As software complexity is tamed, productivity soars.
Enabling Technologies
We select and develop particular tools and technologies that compose harmoniously, chosen to support our methodology.

XTDB
XTDB is our unbundled bitemporal graph database:
Transactional consistency
Query with Datalog, EQL, or SQL
Pluggable backends include PostgreSQL, Kafka, RocksDB and many more
XTDB provides the data 'time-line' as a value, storing both 'valid' time and 'transaction' time. Queries that are often impossible in other databases are made simple in XTDB.

Clojure
Many object-oriented programming languages coax the developer into coupling code with data.
Functional programming languages pull them apart. Our go-to functional programming language — Clojure — goes further, providing language features to protect simplicity.

Agile
JUXT's leadership is made up of experienced software consultants who have led Agile projects, run Agile training courses and brought Agile methodologies into large organizations.
We have taken the best parts of Agile methodologies and combined them into a process that scales and delivers.
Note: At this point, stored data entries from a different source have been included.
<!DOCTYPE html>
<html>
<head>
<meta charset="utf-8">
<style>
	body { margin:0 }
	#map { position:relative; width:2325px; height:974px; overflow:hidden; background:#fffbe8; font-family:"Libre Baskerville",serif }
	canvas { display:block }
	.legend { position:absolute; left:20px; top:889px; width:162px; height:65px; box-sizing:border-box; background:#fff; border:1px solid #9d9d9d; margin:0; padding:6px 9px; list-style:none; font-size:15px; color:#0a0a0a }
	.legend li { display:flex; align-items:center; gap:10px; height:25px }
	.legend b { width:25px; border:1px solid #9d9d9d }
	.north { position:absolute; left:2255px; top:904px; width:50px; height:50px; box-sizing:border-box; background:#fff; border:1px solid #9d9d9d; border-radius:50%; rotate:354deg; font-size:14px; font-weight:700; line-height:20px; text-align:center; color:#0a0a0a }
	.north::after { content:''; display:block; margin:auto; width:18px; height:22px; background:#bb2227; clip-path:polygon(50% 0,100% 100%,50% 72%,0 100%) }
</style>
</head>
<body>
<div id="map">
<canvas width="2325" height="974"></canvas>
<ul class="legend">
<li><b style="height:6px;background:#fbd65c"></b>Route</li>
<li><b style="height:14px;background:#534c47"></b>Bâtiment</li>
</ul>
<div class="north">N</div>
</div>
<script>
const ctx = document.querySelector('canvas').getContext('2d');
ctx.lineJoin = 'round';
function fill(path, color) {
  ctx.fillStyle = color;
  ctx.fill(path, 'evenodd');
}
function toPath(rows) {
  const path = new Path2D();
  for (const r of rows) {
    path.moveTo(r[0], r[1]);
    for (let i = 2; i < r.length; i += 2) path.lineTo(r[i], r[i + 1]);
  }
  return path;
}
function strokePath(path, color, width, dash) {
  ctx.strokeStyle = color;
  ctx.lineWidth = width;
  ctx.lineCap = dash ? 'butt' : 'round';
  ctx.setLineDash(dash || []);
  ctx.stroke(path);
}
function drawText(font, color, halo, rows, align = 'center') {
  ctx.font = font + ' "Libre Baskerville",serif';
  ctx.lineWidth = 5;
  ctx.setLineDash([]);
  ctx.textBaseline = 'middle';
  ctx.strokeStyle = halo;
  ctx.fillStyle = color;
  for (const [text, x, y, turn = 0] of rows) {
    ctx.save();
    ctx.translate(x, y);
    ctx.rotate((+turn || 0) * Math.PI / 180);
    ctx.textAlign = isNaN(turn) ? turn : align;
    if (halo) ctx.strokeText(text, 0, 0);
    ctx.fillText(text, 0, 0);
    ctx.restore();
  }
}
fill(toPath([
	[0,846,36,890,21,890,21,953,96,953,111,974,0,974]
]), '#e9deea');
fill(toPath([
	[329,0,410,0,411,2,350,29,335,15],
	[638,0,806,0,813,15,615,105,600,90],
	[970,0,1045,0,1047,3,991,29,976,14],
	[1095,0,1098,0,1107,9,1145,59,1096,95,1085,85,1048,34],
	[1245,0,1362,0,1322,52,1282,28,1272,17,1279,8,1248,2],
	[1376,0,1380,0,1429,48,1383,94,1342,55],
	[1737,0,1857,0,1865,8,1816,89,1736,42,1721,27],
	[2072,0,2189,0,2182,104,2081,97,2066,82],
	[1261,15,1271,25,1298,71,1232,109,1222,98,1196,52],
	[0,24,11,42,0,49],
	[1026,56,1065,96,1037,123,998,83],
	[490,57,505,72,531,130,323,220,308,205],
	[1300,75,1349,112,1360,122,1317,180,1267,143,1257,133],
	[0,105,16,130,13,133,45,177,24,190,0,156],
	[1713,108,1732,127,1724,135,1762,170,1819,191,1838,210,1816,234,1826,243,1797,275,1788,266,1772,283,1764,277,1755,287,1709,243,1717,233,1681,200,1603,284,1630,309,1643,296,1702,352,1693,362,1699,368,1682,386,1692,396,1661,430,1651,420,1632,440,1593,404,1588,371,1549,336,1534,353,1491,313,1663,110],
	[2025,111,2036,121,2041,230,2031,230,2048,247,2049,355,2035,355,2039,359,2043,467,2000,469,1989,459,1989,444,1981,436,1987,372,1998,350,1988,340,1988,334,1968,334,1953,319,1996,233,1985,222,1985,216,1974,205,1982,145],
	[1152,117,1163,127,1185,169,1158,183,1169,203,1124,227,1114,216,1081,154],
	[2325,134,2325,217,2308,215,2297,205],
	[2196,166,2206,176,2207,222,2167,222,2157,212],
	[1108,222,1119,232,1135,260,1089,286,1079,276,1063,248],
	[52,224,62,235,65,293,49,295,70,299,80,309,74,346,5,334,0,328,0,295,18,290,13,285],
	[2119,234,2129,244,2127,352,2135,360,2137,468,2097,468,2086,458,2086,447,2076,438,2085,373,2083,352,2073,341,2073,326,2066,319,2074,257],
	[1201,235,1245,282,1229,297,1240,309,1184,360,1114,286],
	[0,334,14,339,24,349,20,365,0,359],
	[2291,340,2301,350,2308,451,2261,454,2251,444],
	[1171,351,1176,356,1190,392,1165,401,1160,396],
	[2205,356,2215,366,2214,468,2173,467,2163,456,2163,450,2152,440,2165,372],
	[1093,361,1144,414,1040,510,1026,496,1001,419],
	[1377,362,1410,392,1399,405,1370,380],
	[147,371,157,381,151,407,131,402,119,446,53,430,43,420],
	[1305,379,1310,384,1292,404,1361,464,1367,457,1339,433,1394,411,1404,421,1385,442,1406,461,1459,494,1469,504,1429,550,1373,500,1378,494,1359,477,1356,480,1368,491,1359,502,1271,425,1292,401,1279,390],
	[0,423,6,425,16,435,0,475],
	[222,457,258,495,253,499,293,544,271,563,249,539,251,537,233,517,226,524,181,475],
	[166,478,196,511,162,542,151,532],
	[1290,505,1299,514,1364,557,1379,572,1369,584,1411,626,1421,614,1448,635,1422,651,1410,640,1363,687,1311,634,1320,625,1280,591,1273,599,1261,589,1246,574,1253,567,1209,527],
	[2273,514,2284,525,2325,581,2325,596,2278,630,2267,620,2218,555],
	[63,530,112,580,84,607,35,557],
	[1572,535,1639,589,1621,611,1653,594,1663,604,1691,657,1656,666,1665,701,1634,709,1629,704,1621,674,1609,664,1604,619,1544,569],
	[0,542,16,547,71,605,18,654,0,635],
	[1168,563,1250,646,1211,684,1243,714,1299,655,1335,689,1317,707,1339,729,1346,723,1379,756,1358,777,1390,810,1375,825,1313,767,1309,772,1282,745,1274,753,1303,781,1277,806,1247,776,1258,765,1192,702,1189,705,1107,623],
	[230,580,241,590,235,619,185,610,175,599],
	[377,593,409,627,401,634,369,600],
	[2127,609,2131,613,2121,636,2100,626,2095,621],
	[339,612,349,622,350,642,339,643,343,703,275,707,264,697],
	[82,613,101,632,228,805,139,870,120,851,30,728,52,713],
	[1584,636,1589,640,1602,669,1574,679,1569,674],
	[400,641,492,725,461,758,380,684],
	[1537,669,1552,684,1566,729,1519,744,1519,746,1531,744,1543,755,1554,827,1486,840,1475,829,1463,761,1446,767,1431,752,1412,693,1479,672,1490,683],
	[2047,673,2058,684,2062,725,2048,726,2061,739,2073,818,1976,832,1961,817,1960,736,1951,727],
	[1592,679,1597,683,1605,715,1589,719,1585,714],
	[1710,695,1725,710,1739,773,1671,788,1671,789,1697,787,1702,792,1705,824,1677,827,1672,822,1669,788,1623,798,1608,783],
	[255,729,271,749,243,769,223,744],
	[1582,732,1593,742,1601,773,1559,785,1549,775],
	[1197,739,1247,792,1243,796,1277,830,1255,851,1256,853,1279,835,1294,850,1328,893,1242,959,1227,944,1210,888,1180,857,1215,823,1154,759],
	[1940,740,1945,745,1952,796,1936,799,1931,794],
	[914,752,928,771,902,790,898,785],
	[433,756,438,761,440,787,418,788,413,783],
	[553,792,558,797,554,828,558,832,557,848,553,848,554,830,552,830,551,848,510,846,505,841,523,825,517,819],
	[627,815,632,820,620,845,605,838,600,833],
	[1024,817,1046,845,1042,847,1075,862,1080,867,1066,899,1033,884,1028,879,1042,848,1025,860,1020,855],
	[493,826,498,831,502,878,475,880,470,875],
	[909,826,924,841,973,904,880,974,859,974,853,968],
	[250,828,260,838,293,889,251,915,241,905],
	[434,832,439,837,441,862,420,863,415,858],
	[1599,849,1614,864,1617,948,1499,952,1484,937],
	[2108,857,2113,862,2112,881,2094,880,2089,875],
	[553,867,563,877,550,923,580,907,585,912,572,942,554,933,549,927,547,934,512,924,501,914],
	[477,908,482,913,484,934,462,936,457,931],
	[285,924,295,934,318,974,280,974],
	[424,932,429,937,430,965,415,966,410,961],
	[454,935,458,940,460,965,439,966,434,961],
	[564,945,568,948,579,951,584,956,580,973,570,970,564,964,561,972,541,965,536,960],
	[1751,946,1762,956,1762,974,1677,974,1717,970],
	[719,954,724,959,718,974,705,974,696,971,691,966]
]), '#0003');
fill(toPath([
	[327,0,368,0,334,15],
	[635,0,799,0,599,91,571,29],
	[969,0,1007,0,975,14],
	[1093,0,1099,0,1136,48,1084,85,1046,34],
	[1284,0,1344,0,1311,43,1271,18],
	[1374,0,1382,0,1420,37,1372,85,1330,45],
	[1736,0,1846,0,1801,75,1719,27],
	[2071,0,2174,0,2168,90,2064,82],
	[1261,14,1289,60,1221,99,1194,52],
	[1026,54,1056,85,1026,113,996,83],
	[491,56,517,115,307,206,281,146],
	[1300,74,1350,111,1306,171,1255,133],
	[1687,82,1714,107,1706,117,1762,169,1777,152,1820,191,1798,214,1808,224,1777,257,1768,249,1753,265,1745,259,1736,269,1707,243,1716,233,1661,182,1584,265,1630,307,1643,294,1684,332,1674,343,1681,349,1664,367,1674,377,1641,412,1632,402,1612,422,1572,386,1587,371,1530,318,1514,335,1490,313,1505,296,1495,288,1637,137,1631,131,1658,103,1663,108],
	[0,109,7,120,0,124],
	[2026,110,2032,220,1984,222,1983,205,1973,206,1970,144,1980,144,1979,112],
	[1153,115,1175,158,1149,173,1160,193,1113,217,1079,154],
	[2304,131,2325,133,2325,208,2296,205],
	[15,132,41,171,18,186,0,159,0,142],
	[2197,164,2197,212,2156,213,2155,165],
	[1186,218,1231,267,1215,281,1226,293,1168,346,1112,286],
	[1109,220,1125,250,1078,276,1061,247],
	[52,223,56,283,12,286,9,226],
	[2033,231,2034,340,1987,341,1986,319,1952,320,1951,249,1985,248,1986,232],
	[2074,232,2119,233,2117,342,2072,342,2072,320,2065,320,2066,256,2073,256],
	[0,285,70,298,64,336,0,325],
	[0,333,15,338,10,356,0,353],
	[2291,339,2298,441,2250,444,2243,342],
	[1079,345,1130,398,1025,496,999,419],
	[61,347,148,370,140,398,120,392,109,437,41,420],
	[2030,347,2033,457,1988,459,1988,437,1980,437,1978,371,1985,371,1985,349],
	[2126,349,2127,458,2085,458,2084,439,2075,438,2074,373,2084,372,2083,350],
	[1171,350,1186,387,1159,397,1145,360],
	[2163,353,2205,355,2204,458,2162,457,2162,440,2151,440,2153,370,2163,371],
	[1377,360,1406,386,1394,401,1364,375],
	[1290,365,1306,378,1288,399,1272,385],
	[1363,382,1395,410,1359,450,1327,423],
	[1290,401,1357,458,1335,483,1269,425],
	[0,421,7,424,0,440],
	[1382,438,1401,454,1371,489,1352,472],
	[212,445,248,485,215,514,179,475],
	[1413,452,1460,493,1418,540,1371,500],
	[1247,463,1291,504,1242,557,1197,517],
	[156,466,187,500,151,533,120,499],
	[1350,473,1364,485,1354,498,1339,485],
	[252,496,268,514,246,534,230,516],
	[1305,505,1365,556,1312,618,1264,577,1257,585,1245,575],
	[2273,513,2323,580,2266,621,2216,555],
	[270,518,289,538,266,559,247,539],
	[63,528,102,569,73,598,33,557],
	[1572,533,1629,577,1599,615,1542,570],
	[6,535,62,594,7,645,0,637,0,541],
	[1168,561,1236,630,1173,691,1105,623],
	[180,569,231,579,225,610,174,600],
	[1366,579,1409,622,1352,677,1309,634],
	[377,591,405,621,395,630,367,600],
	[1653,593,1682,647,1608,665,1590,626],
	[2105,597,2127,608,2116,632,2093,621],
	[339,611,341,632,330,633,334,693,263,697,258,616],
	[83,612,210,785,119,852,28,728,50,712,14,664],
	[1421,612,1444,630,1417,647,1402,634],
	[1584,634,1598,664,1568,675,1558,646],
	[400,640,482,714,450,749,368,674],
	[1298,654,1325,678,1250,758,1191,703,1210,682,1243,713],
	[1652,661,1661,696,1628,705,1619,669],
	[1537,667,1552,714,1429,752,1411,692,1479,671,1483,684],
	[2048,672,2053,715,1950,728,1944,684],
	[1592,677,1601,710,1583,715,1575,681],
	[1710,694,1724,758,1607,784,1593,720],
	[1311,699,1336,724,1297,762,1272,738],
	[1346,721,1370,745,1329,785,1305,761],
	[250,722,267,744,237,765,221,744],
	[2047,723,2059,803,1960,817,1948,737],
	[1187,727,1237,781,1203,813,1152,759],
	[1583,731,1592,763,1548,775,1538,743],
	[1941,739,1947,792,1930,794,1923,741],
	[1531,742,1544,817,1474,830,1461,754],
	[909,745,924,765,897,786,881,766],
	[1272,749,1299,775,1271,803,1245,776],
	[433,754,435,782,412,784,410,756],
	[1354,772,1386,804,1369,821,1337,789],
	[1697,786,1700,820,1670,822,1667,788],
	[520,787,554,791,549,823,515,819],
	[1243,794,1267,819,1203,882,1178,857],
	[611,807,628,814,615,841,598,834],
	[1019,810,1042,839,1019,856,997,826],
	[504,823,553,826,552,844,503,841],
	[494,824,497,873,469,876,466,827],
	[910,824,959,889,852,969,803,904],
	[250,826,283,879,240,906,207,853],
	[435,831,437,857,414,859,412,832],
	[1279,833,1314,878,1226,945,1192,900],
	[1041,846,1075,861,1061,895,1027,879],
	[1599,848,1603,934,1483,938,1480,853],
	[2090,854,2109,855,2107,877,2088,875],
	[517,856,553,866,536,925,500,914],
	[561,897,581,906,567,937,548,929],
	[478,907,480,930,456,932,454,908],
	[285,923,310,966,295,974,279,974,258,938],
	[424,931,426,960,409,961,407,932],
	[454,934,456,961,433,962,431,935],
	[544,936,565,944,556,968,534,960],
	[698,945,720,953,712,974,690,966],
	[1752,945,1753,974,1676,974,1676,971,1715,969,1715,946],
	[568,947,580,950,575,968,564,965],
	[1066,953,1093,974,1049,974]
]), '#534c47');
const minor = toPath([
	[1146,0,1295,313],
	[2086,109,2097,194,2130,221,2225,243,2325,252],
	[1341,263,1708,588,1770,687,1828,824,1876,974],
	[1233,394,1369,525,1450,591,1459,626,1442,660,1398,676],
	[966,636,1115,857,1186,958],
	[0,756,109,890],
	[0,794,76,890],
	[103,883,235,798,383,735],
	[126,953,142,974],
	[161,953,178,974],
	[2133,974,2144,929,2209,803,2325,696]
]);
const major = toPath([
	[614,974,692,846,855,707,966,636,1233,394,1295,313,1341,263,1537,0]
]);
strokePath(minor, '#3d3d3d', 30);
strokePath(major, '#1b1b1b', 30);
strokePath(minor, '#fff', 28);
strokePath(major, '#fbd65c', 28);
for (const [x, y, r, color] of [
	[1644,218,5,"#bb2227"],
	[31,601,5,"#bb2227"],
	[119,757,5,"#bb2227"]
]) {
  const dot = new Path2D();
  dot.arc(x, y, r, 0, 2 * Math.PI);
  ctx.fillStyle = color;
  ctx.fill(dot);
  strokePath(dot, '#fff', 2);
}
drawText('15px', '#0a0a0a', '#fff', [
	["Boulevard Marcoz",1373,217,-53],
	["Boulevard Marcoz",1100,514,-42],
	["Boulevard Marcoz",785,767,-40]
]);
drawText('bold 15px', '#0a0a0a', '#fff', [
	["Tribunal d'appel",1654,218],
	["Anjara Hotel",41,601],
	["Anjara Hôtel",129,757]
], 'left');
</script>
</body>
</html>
We deploy often, provide regular showcases and encourage daily stand-ups. We use best-of-breed tools to provide transparency and to manage project work-streams.

Cloud
We’ve been building systems on AWS since early 2014, over that time we’ve accumulated first-hand knowledge and expertise of managing and automating AWS infrastructure.
Our AWS systems have been successfully audited for PCI DSS compliance and won praise for their operational stability, information security and regulatory compliance. We have experience in meeting GDPR requirements and protecting data privacy.